Identify each line below containing the string "function" and copy it.

───── INFORMATION

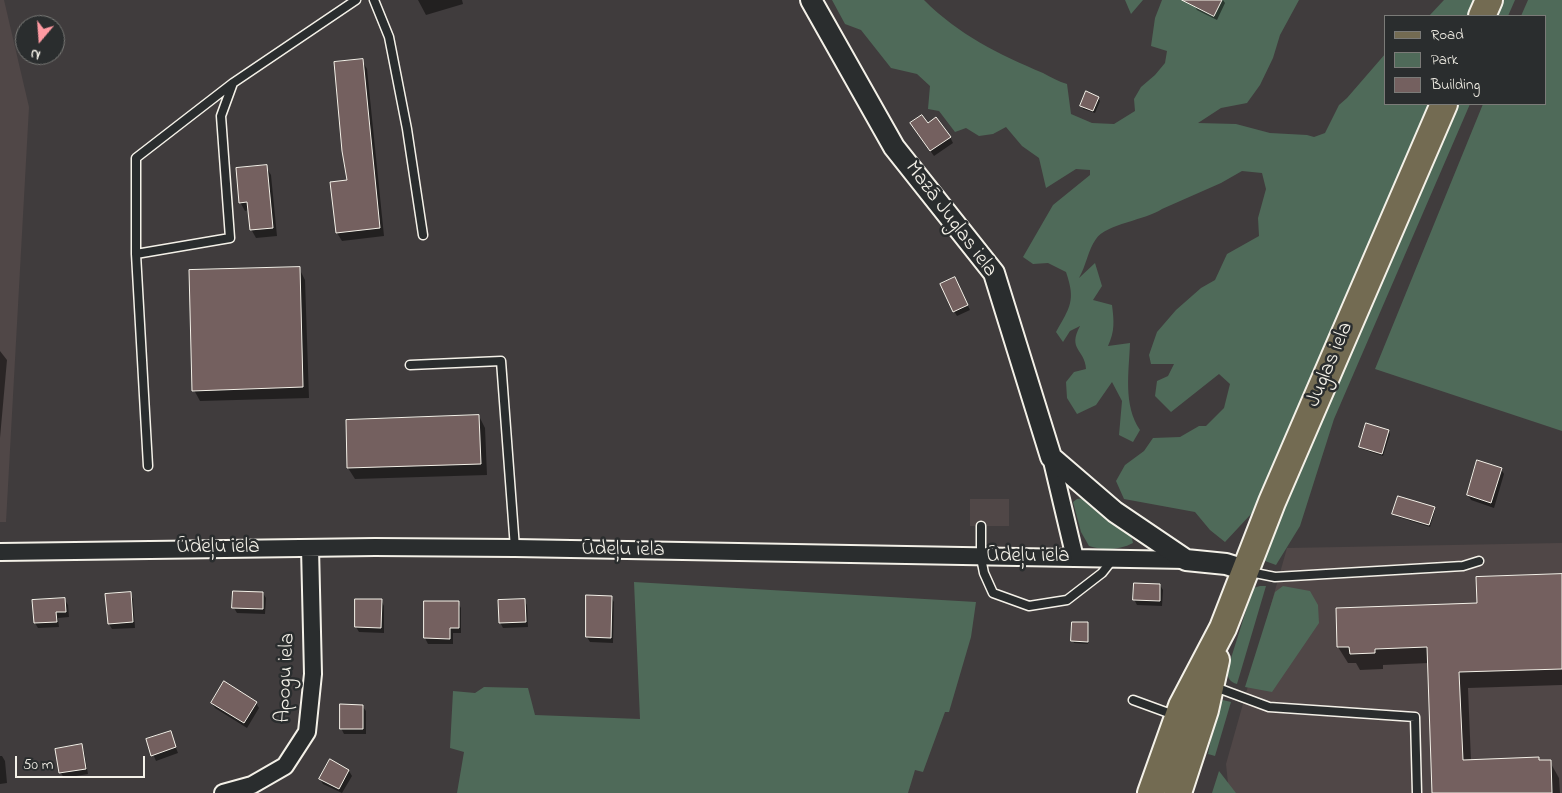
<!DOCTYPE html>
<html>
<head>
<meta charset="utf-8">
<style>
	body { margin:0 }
	#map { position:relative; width:1562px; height:793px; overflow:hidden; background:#403c3d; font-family:"Indie Flower",sans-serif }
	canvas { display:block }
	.legend { position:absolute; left:1384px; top:15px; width:162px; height:90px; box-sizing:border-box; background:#2a2d2e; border:1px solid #7b7b78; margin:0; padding:6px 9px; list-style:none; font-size:15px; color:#f4f1e8 }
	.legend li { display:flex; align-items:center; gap:10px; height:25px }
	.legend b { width:25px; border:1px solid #7b7b78 }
	.north { position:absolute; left:15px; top:15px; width:50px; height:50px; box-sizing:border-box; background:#2a2d2e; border:1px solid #7b7b78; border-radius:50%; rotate:198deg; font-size:14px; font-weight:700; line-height:20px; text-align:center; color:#f4f1e8 }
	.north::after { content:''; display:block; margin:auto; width:18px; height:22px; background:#ff9aa2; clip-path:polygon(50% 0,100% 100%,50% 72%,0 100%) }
	.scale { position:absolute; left:15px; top:756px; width:130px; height:22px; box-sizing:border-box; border:2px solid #f4f1e8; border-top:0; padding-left:6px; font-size:15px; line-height:18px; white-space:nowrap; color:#f4f1e8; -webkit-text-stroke:4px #2a2d2e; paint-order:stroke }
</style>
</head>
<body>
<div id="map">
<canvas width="1562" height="793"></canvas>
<ul class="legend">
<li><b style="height:6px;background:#736b52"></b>Road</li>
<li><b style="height:14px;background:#4f6a59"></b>Park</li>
<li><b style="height:14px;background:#74605f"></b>Building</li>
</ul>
<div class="north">N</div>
<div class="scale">50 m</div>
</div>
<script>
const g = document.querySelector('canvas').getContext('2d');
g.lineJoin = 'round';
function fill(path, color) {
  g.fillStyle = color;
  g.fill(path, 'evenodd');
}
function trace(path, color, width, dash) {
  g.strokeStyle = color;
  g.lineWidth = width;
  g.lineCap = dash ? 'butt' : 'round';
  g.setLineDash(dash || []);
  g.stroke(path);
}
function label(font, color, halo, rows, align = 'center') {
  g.font = font + ' "Indie Flower",sans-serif';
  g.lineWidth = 5;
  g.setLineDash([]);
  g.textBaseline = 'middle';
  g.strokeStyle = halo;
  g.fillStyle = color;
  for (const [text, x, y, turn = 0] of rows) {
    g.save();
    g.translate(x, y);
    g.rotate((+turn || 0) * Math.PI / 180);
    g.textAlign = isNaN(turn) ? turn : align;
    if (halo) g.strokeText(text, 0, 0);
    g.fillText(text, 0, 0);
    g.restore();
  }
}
fill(new Path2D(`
	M0 0H4L29 107 6 522H0Z
	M970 499H1009V526H970Z
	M1562 543V793H1229L1226 764 1287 548Z`), '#504747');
fill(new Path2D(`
	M832 0H924C959 35 998 54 1043 73 1051 77 1059 82 1067 84L1071 114 1092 123 1114 124 1135 111 1134 99 1141 87 1155 75 1165 63 1167 51 1151 46 1155 18 1162 0H1299L1280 35 1273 58 1260 85 1247 103 1221 108 1198 123 1236 124 1270 133 1307 135 1314 137 1325 133 1339 105 1347 98 1386 53V104H1435L1252 513 1225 542 1210 530 1195 512 1124 499 1116 481 1125 465 1144 451 1153 438 1180 437 1199 426H1206L1224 408 1230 384 1219 374 1171 412 1155 396 1157 381 1168 376 1174 364H1151L1149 355 1157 332 1176 310 1201 288 1215 280 1227 254 1259 236 1258 218 1266 189 1262 173 1242 171 1221 183 1162 209C1146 220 1106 224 1096 239 1088 250 1086 266 1079 278L1095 263 1102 286 1093 300 1112 305C1114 321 1115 331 1108 346L1130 343C1129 372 1123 405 1140 430L1133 442 1119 435 1122 401 1112 382 1096 405 1077 414 1067 398 1066 382 1074 372 1086 369C1085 349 1067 350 1080 326L1070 331 1063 342 1056 332C1070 307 1076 301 1066 272L1048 263 1033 264 1023 257 1053 205 1090 175V170L1076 169 1046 188 1039 158 1022 146 1006 127 993 134 979 136 966 128 955 132 939 111 928 109 930 86 917 74 891 68 861 30 845 24Z
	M1125 0H1143L1131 14Z
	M1444 0H1480L1474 16H1429Z
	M1501 0H1515L1508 16H1494Z
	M1528 0H1562V431L1375 369 1483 104H1546V16H1521Z
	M1457 104H1470L1334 419 1300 526 1276 565 1265 561V553L1310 436Z
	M1085 498 1131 535 1133 543C1120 550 1103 551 1089 546L1081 532 1073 502 1077 499Z
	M634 582 976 602 971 637 949 712H945L923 772 915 770 908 793H457L464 752 450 748 453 691 475 693 484 687 528 688 535 715 640 719Z
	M1260 586H1266L1237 684C1230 682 1228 679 1227 671L1253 588Z
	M1283 586 1310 591 1318 605 1319 623 1272 692 1245 687 1275 592Z
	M1223 700 1231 702 1215 756 1208 754 1218 703Z
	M1219 771 1236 793H1212Z`), '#4f6a59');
fill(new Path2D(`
	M418 0H462L463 4 426 15Z
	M1197 0H1223L1225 3 1217 20 1197 10 1194 5Z
	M362 61 367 69 384 236 342 241 337 233 331 183 348 181Z
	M1098 98 1100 101 1095 113 1083 109 1082 106Z
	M915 129 950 137 953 143 934 156Z
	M266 167 271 175 277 236 256 238 251 229 249 210 245 211 240 202Z
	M299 268 305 280 309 398 200 401 194 390Z
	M957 284 970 310 957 316 954 311Z
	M0 351 7 360 0 438Z
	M479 416 485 428 487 475 355 479 348 468 347 421Z
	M1389 431 1390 434 1383 456 1362 449 1360 447Z
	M1501 469 1504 474 1494 508 1471 500 1468 495Z
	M1434 508 1435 510 1430 527 1395 516 1393 514Z
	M1562 575V685L1468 688 1471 761 1550 762 1559 778 1560 793H1433L1429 663 1383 665V669L1360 670 1356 663H1348L1338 647 1478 605Z
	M1160 585 1163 590 1162 606 1137 605 1134 599Z
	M130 593 133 599 135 628 112 629 109 624Z
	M263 593 266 598 265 614 237 613 234 608Z
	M611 597 614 602 613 643 590 642 587 637Z
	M65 600 68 605 69 617 58 618 59 627 38 628 35 623Z
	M381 600 384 606V633L359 632 356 627Z
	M524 600 527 605 528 627 503 628 500 622Z
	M425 602 458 603 461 608V633H453V644H428L425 638Z
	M1087 624 1088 644 1074 643 1073 641Z
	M212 703H256L259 708 247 728 215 708Z
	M362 706 366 711V734H344L341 728Z
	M170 733 178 753 156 761 147 740Z
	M81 746 84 751 88 774 64 778 61 773 57 750Z
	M0 756H2L5 761 7 783 0 784Z
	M349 771 352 776 342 793 323 784 320 779Z`), '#0007');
const building = new Path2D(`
	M1182 0H1222L1214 16Z
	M363 59 380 228 336 233 330 182 347 180 342 151 334 62Z
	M1086 91 1099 97 1093 111 1080 106Z
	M922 115 928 123 936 117 951 137 930 151 910 123Z
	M267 165 273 228 250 230 247 202 239 203 236 168Z
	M300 267 303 387 192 391 189 270Z
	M955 277 968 305 953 312 940 284Z
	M479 415 481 464 347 468 346 420Z
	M1366 423 1389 430 1382 454 1359 447Z
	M1477 460 1502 468 1491 503 1467 495Z
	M1398 496 1435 507 1429 525 1392 514Z
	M1562 574V669L1459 672 1463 760 1539 757V760H1551L1552 793H1432L1427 647 1375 649V653L1350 654 1349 647H1337L1336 608 1477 603 1476 577Z
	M1134 583 1160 584V601L1133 600Z
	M233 591 263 592V609L232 608Z
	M131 592 133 622 108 624 105 594Z
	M586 595 612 596 611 638 586 637Z
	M65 598 66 612H56L57 622 34 623 32 600Z
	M355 599H382L381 628 355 627Z
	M525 599 526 622 499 623 498 600Z
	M424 601H459V628H450V639L424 638Z
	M1072 622H1088V642L1071 641Z
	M224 681 257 702 244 723 211 703Z
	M340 704 363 705V729H340Z
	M171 731 176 747 151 756 146 739Z
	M82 744 86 769 59 773 55 749Z
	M330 759 349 770 339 789 319 779Z`);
fill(building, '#74605f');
trace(building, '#f4f1e8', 1);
const service = new Path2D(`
	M374 0 389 37 407 129 423 235
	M136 254V158L233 83
	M410 365 501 361 515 548
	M148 466 136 254 230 238 221 116 233 83 356 0
	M981 526V558L984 573 993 593 1029 606 1067 600 1102 573 1113 559
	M1250 572 1275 577 1463 566 1479 561
	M1215 687 1269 707 1415 717 1417 793
	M1133 700 1174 715`);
const minor = new Path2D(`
	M1051 457 1075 558
	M0 552 375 547 515 548 1186 560
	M223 793 252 785 285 766 307 732 313 674 310 548`);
const tertiary = new Path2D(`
	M811 0 894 147 994 273 1051 457 1115 512 1186 560 1226 564 1245 570`);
const primary = new Path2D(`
	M1482 16 1489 0
	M1151 793 1182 706 1223 628 1272 502 1444 104
	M1178 793 1205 710 1216 660`);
trace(service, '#f4f1e8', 11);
trace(minor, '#f4f1e8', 20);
trace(tertiary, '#f4f1e8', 24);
trace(primary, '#f4f1e8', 30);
trace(service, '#2a2d2e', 8);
trace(minor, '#2a2d2e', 16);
trace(tertiary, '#2a2d2e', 20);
trace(primary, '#736b52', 26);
label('21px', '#f4f1e8', '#2a2d2e', [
	["Mazā Juglas iela",950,220,53],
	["Juglas iela",1331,365,-67],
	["Ūdeļu iela",218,549],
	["Ūdeļu iela",623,551,1],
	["Ūdeļu iela",1028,558],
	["Apogu iela",287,678,-87]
]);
</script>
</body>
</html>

──────────

OUTPUT OF THE EXERCISE.
function fill(path, color) {
function trace(path, color, width, dash) {
function label(font, color, halo, rows, align = 'center') {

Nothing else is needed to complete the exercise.